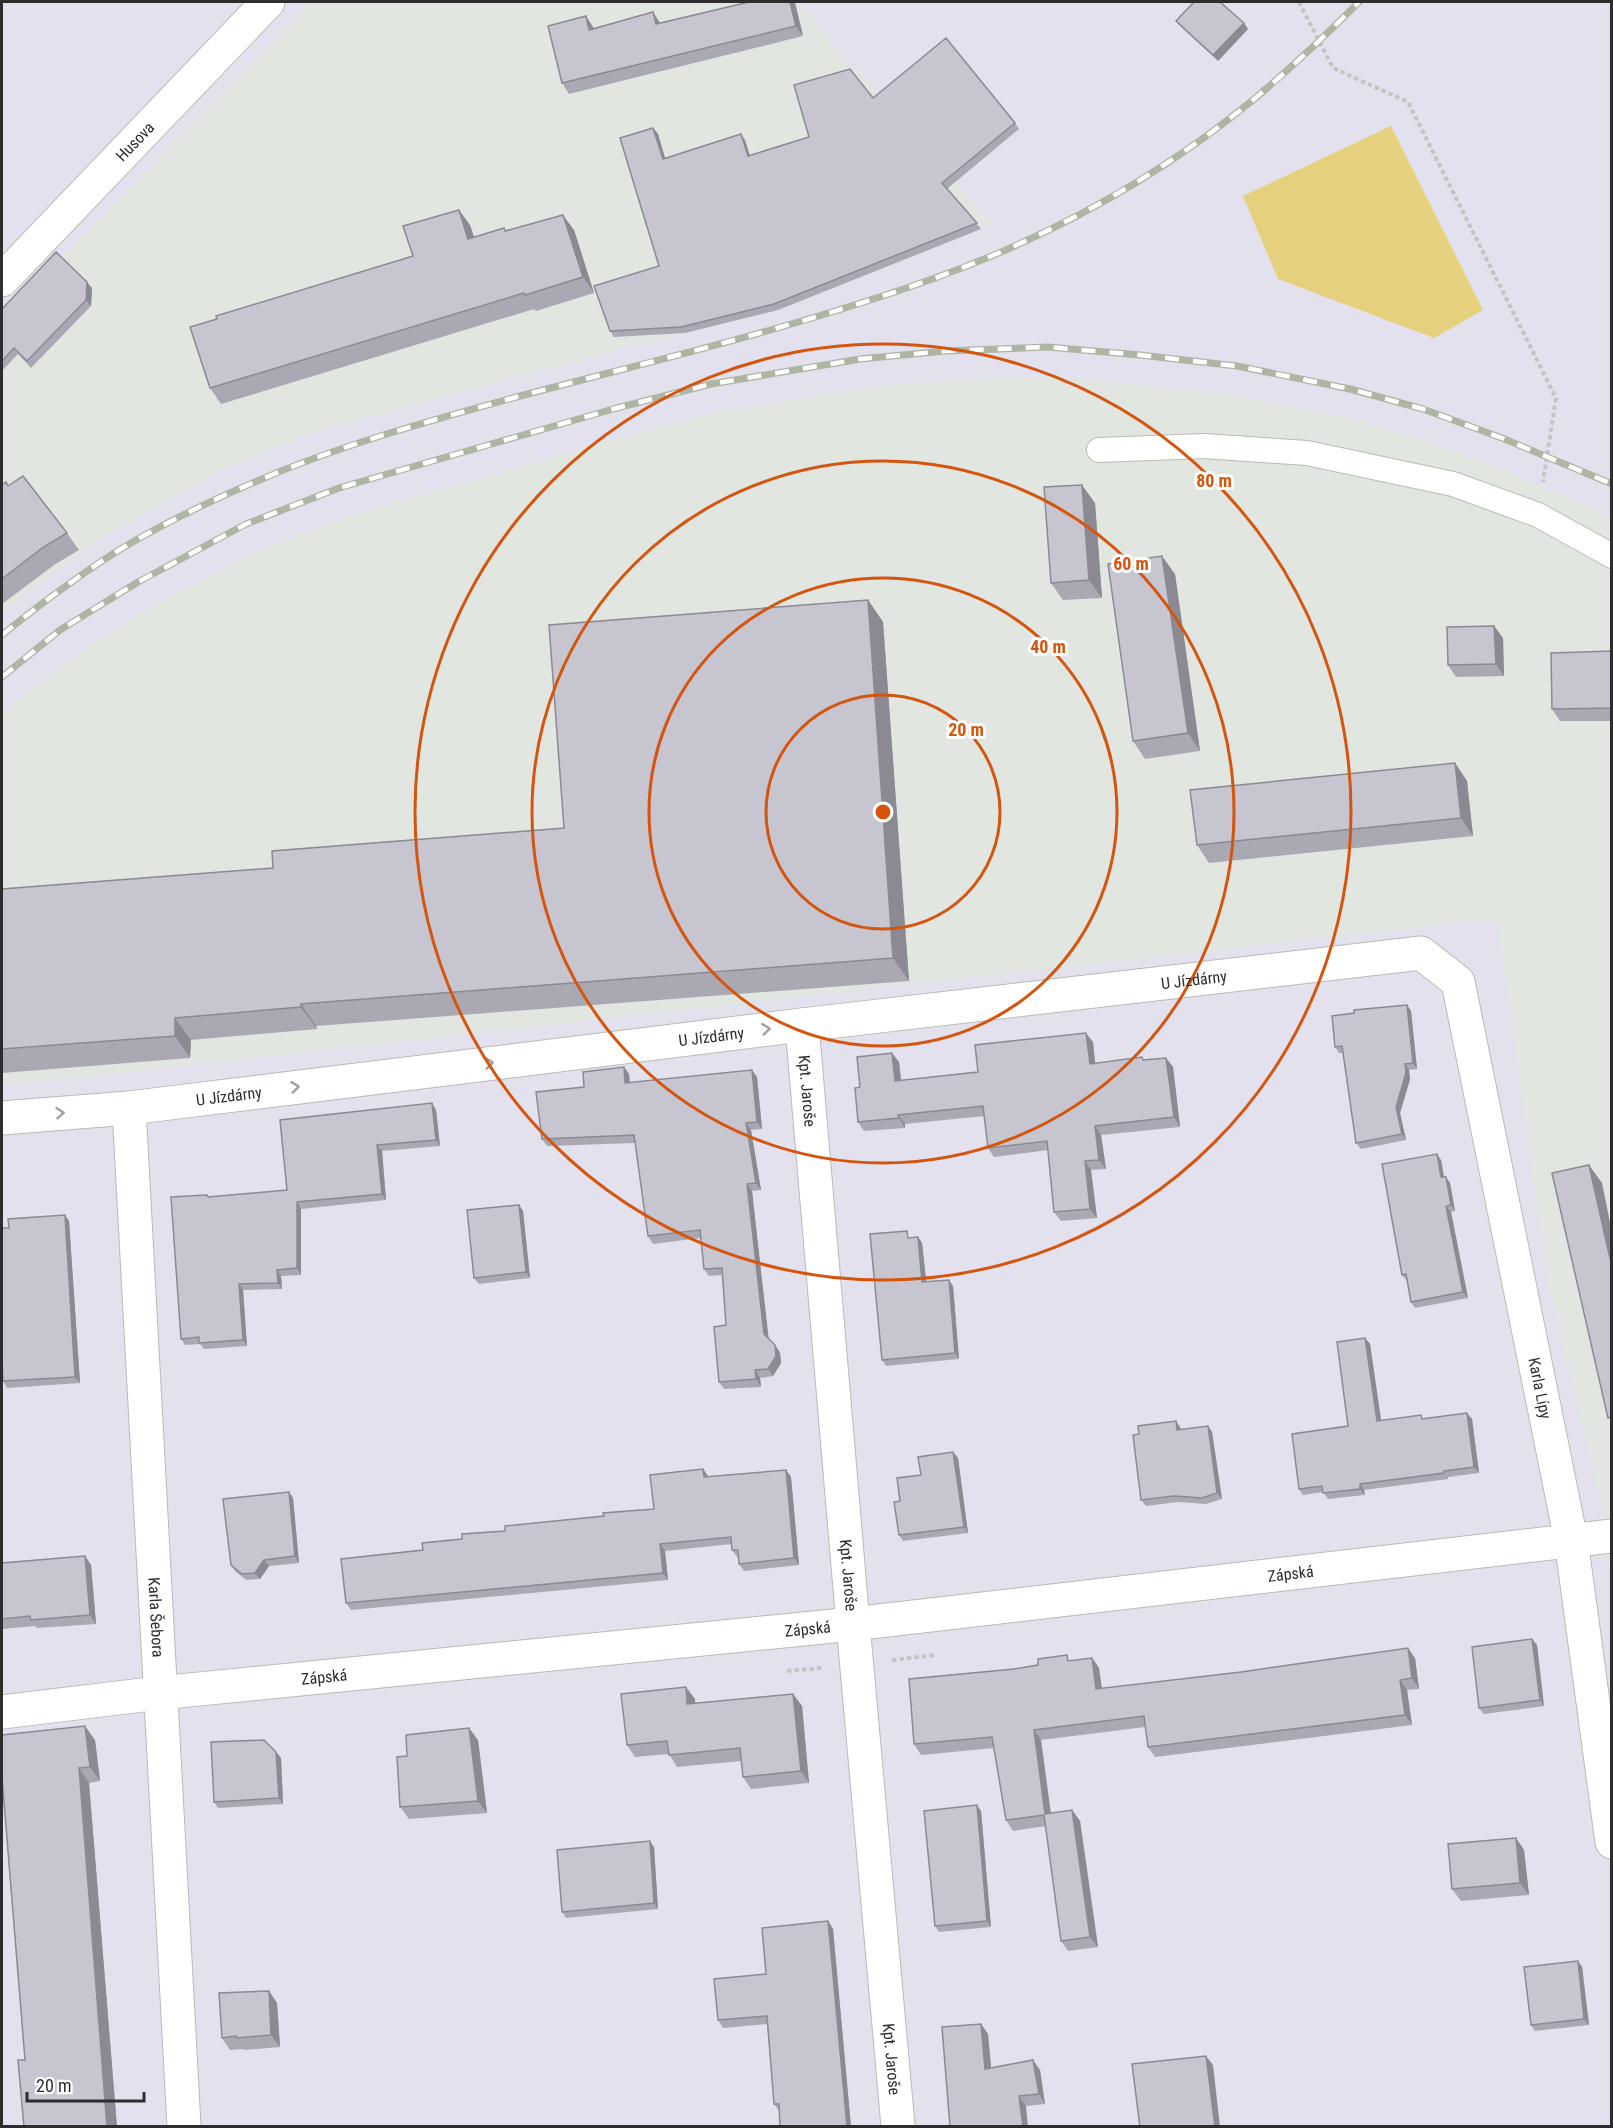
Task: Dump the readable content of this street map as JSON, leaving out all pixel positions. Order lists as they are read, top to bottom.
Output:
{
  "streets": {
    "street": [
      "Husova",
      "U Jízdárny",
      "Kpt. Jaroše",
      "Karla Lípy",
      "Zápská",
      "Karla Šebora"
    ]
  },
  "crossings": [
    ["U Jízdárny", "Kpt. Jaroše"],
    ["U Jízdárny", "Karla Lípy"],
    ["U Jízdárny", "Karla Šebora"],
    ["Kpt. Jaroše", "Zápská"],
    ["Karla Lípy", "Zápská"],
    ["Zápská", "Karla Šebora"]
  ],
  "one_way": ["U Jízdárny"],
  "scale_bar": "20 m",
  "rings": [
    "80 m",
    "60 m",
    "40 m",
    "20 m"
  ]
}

****************

→ **EXERCISE AIM**
Reproduce the listing above exactly, but skip the pictures.

→ **COMPLETED EXERCISE**
Task: Dump the readable content of this street map as JSON, leaving out all pixel positions. Order lists as they are read, top to bottom.
Output:
{
  "streets": {
    "street": [
      "Husova",
      "U Jízdárny",
      "Kpt. Jaroše",
      "Karla Lípy",
      "Zápská",
      "Karla Šebora"
    ]
  },
  "crossings": [
    ["U Jízdárny", "Kpt. Jaroše"],
    ["U Jízdárny", "Karla Lípy"],
    ["U Jízdárny", "Karla Šebora"],
    ["Kpt. Jaroše", "Zápská"],
    ["Karla Lípy", "Zápská"],
    ["Zápská", "Karla Šebora"]
  ],
  "one_way": ["U Jízdárny"],
  "scale_bar": "20 m",
  "rings": [
    "80 m",
    "60 m",
    "40 m",
    "20 m"
  ]
}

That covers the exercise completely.